I moved to Johannesburg for a year. While there I experienced and integrated the beautiful and different places and cultures. I volunteered for a short time at an AIDS hospice for children where I taught music and helped set up the music classroom. I volunteered as road crew on an AIDS awareness bicycle tour of southern Africa. I swam with dolphins in the Indian Ocean. I went to a Buddhist retreat center where they had the worlds best raw honey. I taught a yoga class. I made an organic garden. I made a friend and learned a little bit of South African dance from him. I made a balafon, carving it from wood by hand. I experienced the life on an expatriot, seeing the world's perspective on the US invading Iraq. I drove around in a little VW Beetle that I maintained myself. I went to a game reserve and saw many wild animals. I particularly enjoyed the abundance of birds in South Africa.
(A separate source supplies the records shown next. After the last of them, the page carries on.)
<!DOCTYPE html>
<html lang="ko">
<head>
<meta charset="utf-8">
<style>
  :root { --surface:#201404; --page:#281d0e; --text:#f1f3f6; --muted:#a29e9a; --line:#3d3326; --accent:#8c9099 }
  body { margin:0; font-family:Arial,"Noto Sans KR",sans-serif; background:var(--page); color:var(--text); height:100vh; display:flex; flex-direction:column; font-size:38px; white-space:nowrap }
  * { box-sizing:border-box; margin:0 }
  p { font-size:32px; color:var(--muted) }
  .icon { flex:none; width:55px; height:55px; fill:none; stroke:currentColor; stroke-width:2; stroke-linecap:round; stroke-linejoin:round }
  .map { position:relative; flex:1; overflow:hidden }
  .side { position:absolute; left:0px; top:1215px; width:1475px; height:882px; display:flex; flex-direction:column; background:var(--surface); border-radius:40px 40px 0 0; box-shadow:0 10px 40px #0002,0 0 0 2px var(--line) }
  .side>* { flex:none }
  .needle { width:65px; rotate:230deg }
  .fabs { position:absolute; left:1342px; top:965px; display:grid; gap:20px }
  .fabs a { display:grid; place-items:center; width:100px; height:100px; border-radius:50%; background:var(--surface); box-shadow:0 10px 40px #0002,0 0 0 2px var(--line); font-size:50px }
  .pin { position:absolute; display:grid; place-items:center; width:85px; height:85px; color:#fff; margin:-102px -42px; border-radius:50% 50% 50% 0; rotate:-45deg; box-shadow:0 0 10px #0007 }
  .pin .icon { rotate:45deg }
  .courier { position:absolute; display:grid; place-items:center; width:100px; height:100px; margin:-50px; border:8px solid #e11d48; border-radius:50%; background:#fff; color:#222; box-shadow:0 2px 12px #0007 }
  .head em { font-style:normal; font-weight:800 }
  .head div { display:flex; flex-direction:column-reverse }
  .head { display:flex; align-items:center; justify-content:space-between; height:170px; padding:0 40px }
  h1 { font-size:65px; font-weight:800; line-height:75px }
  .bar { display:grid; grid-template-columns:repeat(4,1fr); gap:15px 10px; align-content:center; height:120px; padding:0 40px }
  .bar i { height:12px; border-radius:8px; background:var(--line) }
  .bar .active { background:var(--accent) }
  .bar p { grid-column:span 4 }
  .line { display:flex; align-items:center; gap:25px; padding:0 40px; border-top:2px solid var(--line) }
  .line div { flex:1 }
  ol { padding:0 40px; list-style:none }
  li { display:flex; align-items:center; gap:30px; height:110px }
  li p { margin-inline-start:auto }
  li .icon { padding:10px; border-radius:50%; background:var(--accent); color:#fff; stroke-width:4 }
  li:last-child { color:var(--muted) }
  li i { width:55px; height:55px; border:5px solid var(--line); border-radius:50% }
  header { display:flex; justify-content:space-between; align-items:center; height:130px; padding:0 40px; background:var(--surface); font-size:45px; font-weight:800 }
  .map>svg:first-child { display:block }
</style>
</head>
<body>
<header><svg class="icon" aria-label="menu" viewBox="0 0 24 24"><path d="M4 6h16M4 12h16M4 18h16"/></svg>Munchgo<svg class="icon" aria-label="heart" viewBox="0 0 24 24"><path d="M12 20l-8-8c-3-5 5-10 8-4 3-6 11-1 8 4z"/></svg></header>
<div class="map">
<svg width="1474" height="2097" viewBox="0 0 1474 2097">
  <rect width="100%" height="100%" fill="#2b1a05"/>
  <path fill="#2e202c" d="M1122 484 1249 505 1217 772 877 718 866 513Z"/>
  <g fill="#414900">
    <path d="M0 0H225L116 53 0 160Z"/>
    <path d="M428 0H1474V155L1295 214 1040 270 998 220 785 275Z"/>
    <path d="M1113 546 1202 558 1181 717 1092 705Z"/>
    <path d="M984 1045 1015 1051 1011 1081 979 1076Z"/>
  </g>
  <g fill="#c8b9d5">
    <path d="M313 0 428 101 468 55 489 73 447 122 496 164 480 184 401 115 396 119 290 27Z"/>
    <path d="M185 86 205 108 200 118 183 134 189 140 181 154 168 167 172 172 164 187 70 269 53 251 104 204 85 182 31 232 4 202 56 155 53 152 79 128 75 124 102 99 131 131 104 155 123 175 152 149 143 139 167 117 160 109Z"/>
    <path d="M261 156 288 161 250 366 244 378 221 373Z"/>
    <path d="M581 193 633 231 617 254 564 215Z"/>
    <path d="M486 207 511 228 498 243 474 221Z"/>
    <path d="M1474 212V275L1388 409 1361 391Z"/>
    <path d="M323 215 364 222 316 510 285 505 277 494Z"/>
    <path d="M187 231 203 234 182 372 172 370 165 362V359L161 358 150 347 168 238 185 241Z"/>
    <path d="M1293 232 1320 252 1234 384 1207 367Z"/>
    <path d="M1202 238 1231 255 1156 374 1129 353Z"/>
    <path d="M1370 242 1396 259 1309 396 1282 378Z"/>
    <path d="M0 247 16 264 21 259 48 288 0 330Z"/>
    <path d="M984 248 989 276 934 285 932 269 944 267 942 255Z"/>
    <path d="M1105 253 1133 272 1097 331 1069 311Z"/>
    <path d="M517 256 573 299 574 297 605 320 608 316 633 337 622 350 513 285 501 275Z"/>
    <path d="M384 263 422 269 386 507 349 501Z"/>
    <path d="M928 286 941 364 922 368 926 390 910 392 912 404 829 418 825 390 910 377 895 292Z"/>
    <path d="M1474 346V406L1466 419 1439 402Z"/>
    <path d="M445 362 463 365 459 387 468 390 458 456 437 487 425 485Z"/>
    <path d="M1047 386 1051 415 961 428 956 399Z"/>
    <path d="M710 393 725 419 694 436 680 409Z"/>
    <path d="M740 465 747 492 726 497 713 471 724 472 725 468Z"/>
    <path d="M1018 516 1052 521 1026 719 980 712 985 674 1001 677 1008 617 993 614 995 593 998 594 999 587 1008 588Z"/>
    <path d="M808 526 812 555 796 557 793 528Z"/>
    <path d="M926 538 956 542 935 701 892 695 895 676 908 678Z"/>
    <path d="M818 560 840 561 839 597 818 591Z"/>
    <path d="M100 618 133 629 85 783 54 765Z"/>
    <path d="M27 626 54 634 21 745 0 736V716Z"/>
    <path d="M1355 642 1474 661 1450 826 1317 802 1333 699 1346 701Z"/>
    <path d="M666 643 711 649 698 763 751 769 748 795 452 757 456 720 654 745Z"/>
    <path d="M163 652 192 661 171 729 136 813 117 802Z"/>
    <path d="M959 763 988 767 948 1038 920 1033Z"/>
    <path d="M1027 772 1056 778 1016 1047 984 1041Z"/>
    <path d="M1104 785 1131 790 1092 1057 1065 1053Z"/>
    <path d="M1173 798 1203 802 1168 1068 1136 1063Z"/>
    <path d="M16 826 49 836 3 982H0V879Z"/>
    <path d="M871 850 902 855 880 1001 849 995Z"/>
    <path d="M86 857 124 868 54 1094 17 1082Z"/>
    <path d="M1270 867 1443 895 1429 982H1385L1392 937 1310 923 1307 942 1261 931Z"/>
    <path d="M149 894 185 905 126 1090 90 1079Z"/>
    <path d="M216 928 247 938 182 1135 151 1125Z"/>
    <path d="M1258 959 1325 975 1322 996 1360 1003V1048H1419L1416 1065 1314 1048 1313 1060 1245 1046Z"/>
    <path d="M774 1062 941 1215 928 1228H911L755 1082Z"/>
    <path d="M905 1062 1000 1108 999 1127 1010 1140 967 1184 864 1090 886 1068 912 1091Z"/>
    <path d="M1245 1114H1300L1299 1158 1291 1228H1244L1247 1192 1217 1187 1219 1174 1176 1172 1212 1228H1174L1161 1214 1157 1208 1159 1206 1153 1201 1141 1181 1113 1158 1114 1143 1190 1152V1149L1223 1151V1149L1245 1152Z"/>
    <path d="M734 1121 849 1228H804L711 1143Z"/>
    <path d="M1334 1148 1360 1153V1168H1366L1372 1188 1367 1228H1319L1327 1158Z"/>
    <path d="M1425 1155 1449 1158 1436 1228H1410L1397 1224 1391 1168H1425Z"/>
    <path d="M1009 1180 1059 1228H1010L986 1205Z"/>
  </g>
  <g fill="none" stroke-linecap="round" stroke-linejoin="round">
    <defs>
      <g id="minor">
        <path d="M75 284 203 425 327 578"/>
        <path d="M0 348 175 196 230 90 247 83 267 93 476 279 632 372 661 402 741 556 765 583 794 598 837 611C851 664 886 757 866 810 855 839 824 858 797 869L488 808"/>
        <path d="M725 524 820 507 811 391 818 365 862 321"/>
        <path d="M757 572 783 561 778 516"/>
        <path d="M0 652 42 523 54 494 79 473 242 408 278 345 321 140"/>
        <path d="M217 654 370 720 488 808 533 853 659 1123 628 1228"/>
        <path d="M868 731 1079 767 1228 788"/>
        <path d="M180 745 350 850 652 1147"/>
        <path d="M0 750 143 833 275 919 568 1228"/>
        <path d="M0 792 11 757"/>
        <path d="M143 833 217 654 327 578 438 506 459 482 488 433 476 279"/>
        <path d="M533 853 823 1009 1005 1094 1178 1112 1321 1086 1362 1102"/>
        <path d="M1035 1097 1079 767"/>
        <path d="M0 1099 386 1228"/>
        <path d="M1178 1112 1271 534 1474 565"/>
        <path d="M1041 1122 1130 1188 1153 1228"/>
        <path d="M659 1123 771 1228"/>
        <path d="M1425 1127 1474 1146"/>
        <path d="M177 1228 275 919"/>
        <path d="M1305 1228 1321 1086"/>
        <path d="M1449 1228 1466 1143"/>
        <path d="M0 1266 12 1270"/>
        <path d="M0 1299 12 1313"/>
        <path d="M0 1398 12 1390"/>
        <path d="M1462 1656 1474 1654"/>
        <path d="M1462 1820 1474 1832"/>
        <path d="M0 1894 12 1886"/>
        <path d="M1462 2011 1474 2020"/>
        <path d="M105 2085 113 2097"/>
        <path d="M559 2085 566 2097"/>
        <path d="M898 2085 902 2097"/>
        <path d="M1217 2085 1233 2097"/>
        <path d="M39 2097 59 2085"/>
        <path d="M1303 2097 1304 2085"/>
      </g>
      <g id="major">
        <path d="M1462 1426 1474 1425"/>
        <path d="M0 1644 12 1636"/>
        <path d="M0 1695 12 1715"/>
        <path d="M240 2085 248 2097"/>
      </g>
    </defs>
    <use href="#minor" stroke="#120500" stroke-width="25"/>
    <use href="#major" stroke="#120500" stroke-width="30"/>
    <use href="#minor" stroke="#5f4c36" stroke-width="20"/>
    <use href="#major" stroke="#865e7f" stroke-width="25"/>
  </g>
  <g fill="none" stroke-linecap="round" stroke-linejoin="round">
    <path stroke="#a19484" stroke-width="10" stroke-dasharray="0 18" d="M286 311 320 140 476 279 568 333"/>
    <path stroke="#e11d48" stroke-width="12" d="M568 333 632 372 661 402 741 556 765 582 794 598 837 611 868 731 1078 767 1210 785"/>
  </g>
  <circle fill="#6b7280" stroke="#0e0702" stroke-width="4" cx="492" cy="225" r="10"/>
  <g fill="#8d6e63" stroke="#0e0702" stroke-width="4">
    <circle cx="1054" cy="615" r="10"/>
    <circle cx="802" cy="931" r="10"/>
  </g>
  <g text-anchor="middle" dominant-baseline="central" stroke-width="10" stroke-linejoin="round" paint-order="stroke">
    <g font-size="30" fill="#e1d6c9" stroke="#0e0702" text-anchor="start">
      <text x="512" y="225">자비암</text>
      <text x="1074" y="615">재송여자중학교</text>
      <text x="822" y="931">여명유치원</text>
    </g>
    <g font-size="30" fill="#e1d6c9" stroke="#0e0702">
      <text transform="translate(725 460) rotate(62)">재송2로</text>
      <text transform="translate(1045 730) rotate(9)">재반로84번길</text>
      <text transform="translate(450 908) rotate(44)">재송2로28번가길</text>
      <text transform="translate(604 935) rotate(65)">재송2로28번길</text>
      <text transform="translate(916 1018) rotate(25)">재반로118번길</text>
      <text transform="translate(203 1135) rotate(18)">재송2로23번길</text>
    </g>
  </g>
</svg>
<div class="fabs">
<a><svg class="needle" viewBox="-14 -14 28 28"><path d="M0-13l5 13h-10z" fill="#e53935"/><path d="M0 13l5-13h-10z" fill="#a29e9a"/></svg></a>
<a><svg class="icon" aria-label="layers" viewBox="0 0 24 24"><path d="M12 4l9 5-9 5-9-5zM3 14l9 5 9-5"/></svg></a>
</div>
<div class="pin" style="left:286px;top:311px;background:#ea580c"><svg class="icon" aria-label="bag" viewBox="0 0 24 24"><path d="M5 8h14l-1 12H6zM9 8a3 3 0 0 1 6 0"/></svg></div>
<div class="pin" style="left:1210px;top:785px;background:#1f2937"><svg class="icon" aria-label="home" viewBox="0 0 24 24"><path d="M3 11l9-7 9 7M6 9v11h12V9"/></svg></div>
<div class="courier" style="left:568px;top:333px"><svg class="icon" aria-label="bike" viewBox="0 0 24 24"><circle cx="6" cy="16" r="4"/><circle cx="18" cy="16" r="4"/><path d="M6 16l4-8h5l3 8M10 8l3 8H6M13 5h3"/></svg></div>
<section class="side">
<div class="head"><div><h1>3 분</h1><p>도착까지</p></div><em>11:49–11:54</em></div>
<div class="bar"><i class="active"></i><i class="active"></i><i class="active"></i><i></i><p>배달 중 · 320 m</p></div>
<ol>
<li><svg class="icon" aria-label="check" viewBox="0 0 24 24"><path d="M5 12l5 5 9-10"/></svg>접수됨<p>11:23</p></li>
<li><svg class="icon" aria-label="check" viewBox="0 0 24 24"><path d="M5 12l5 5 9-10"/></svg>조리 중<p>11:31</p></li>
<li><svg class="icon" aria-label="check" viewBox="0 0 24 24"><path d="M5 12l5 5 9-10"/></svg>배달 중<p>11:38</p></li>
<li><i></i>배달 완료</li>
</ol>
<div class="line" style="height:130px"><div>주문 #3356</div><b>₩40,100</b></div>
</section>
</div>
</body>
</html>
In 2004 I moved to Oakland, CA because I knew it to be a good place for African music and dance. I was invited into the Chinyakare Ensemble as a dancer, and was a performing member for four years. I also began pursuing men's work.
I spent a year away from Oakland, during which time I lived for a while in Truckee, CA. While there I bought a kayak, took a wonderful semester-long avalanche-safety course, taught my first dance class for adults, and played a little bluegrass balafon. I also took my first trip to Europe, visiting England, Ireland, and France. In France I began some genealogy work that my dad has since continued. I also spent time in Michigan and North Carolina, where I arranged, directed, and performed the music for my sister's wedding.
I returned to Oakland and began teaching music and dance for children in after-school programs and dance classes for adults. I resumed performing and teaching classical percussion after my sabbatical.